If you think you need 2ea 20 amp circuits – do 4 – MUCH cheaper and easier to do now than later 🙂
Place them where you want the equipment to be placed ie if you think you will go for mono blocks down the road, place the outlets where they will be placed. Also remember that you can have more than one outlet on each dedicated circuit. In above example you could place an outlet behind each speaker, both fed from the same breaker.
On wire gauge 12 gauge is required on a 20 amp circuit, but go 10 gauge if you can swing it.
Best of luck on your project and Good listening
Good response from Peter. I ran 4 dedicated 20amp circuits a few years ago and find that I need more now.
+1 for # of outlets. Will your room have any Heat/AC power requirements? If so keep on separate circuit, Same true for lighting and other non audio outlets. Keep the latter two need on opposite phase from the audio circuits.
Thanks for the responses. I am leaning towards 3 dedicated circuits right now – one per mono block and one for the pre. The fourth circuit will be for the lighting, computer etc.
I am wondering about adding 240v to run european equipment. Is this a good idea?
The advice above is good. They are talking about (4) duplex receptacles, with each duplex on its own dedicated circuit. Amps on 20A with #10 is good advice and only a modest upcharge from USA code minimum of #12. Lighting is a separate (5th) ckt. Yes, your electrician will think you are wacky. Good luck.
I did run 2 ea 220 Volt lines into my room (1 on the amp wall and one on the front end all) in addition to the 6 ea 120V lines so that I can run 220V equipment when needed. I was however made aware of, here on this forum, that it is not up to code to do so in a residential setting so your electrician may not want to do it for you.
Best of luck
It’s not code to run 220 power in a residential setting? I’m curious where you got your information. Electric dryers, water heaters, and ranges all run on 220 power. There is no code that says you can’t have 220 power in your house. Or even three phase for that matter.
I don’t know any stereo gear that runs on 220v, however.
Running 220/240 single phase into a dwelling is not an issue, but there are probably restrictions on the type of room, e.g. a bedroom, you can run it to. This should be checked with the local building inspector. I concur with S7horton about the availability of 220 VAC 60 Hz equipment, very few if any. My only recollection of a 220 VAC unit was a Very high current amp a few years back in a show report. An important comment on European equipment, it is designed for 50 Hz and won’t work on our 220 (60 Hz). You would need a transformer or power regenerator to use it.
it is actually easier for a transformer to run on 60 Hz than on 50hz and most of the equipment will happily run on 60Hz. In most equipment the AC signal is rectified as soon as it enters the machine at which point the AC line frequency is irrelevant. If the transformer have multi winding primaries its only a matter of running these in parallel for 117V operation and series for 234V operation.

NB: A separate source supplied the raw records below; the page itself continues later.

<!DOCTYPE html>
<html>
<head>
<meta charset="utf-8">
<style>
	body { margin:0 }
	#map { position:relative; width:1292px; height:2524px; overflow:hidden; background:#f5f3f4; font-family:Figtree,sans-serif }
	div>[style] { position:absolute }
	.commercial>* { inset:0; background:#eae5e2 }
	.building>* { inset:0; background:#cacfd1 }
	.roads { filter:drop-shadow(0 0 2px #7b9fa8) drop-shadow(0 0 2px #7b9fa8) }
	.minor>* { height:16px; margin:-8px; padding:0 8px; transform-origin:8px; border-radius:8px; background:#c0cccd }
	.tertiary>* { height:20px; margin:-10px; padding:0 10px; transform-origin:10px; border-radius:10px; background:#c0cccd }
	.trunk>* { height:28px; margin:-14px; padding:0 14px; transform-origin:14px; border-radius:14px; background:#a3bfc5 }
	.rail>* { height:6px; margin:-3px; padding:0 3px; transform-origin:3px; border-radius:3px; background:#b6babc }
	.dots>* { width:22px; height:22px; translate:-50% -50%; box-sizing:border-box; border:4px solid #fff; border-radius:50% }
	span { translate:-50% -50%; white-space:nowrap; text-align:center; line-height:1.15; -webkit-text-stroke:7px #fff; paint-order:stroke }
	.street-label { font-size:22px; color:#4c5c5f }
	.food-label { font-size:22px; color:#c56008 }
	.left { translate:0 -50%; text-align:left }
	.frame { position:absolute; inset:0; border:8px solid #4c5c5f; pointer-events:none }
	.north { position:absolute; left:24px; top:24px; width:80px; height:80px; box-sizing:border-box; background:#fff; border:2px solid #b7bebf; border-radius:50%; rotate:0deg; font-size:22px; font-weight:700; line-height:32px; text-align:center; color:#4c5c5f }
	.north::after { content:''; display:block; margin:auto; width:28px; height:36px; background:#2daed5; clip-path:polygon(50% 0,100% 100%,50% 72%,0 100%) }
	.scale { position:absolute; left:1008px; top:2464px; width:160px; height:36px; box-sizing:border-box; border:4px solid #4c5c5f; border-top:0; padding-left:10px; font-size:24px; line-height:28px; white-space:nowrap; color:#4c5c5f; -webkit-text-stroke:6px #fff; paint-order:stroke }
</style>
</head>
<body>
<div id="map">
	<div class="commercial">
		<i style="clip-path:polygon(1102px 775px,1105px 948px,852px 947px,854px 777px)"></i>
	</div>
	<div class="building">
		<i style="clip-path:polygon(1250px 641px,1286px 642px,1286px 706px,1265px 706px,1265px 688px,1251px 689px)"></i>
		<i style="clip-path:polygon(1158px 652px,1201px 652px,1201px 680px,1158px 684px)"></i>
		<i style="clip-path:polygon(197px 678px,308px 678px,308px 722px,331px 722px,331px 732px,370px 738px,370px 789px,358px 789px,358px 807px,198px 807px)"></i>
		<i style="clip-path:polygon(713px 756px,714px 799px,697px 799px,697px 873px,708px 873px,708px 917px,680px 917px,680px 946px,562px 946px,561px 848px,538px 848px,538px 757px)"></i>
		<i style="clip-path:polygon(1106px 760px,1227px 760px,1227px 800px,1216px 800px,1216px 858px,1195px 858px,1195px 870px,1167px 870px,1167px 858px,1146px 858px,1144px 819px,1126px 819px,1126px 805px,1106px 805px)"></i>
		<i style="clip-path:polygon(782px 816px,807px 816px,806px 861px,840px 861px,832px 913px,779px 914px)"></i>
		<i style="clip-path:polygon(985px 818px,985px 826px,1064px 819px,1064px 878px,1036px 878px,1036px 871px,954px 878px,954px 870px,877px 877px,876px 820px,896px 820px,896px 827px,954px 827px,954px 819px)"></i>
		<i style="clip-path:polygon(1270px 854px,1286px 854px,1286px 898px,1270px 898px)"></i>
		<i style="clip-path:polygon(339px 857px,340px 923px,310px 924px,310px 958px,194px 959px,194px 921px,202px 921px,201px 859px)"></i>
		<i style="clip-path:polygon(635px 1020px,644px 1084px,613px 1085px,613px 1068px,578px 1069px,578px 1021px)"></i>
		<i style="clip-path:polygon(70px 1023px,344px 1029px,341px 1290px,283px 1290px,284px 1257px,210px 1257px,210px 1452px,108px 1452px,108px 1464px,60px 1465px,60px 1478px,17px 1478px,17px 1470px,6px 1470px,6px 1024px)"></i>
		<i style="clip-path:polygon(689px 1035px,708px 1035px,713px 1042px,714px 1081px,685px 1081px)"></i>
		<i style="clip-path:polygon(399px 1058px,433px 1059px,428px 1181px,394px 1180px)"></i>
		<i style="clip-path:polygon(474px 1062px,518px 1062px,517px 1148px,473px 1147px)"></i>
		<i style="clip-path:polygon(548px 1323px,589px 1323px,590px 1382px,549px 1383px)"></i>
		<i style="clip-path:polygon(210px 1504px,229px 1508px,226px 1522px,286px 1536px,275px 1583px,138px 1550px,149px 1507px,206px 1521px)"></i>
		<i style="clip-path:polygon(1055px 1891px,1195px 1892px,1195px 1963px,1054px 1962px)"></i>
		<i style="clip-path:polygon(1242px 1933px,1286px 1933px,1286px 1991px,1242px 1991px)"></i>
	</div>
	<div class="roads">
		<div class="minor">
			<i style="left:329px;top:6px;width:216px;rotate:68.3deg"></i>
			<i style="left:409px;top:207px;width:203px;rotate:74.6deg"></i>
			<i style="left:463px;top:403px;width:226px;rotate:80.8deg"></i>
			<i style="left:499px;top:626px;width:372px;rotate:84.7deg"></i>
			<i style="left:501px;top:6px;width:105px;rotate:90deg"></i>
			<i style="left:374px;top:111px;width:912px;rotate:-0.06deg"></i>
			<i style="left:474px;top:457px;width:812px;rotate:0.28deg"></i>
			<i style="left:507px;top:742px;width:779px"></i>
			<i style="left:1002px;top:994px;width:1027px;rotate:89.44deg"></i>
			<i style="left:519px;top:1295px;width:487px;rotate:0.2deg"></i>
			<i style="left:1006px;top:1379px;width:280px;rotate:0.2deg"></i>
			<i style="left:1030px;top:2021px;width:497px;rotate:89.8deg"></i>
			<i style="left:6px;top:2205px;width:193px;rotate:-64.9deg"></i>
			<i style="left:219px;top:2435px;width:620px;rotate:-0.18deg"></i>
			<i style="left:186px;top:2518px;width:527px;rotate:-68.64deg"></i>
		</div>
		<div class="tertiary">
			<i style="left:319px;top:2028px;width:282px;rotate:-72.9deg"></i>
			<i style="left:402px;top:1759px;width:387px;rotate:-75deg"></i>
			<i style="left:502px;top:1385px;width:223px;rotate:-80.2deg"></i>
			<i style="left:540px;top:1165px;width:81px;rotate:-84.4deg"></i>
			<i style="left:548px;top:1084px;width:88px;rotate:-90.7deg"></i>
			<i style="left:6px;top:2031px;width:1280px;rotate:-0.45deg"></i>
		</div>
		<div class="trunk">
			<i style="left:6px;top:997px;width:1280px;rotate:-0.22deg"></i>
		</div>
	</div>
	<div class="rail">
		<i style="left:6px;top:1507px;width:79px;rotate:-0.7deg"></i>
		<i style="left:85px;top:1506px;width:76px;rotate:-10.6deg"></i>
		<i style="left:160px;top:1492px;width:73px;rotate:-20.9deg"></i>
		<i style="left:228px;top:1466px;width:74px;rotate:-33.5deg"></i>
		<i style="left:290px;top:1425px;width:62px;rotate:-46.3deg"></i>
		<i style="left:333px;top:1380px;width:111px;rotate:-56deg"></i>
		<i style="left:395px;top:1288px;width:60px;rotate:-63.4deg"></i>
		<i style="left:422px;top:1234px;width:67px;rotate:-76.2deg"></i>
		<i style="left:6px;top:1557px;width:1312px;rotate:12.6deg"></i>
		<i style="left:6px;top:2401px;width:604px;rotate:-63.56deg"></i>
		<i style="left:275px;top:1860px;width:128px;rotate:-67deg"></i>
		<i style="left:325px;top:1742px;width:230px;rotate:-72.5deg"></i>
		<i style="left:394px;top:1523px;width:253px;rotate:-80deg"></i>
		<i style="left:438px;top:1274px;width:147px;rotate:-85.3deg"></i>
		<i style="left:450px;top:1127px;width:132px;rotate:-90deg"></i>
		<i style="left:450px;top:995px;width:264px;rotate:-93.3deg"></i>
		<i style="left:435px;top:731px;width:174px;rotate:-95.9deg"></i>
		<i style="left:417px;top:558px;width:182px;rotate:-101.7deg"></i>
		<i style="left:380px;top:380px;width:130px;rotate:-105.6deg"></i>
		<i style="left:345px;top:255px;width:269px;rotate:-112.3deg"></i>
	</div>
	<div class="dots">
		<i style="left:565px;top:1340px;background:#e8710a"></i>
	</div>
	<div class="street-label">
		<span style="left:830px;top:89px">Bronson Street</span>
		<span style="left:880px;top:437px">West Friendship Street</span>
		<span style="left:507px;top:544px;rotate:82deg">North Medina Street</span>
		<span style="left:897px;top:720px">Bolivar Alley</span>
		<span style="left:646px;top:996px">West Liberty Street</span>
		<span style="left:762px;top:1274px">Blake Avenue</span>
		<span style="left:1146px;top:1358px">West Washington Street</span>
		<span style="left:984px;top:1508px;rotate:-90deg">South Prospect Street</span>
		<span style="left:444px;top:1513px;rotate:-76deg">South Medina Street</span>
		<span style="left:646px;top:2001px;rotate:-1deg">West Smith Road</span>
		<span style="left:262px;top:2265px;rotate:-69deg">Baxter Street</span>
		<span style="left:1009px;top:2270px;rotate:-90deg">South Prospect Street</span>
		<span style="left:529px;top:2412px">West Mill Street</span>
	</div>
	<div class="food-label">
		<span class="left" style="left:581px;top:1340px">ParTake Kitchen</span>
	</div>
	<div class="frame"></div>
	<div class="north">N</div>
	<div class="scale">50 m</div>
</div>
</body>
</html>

Some of the larger companies that wish to control where their equipment ends up do build some frequency monitoring devices into their stuff to prevent its use in other markets than originally sold. However without these the equipment would happily work on either 50 or 60 hz.
You’ll probably need Arc Fault Circuit Interrupter breakers for each circuit.
I just did my 10×20 room. I had one outlet for AC and lights, one just for audio that has 8 outlets. Besides all the suggestions, one thing I wish I should have also added was running 2 sets of opposite phases into the audio outlet for noise cancellation.
Pay particular attention to the construction phase for quality work. If you can stagger the studs with any common walls that would help with sound isolation. Also seal any air gaps with acoustic calk such as baseboards, outlets etc. Sound will travel!
Might I suggest you consider building your listening room to the golden ratio, which is 1.618:1? This would require minimal physical, but acoustically significant changes to the proportions of the room to avoid standing waves and enhance the sound at all frequencies and locations in the room.
To modify your present plans to the golden ratio, you could modify as follows:
If your longest dimension must be 22 ft, your short dimension would be lengthened to 13.6 feet and the ceiling would be 8.4 (~ 8′ 5″) high.
If 12′ must be your maximum width, shorten the long dimension to 19.4′ (19′ 5″) with a ceiling height of 7.4′.
This should make the speaker/room interface easier to tune, minimize standing waves and sickouts, and require less room treatment for a full, natural sound that is consistent throughout the room.
After all, George Cardas built his cable company on this principle.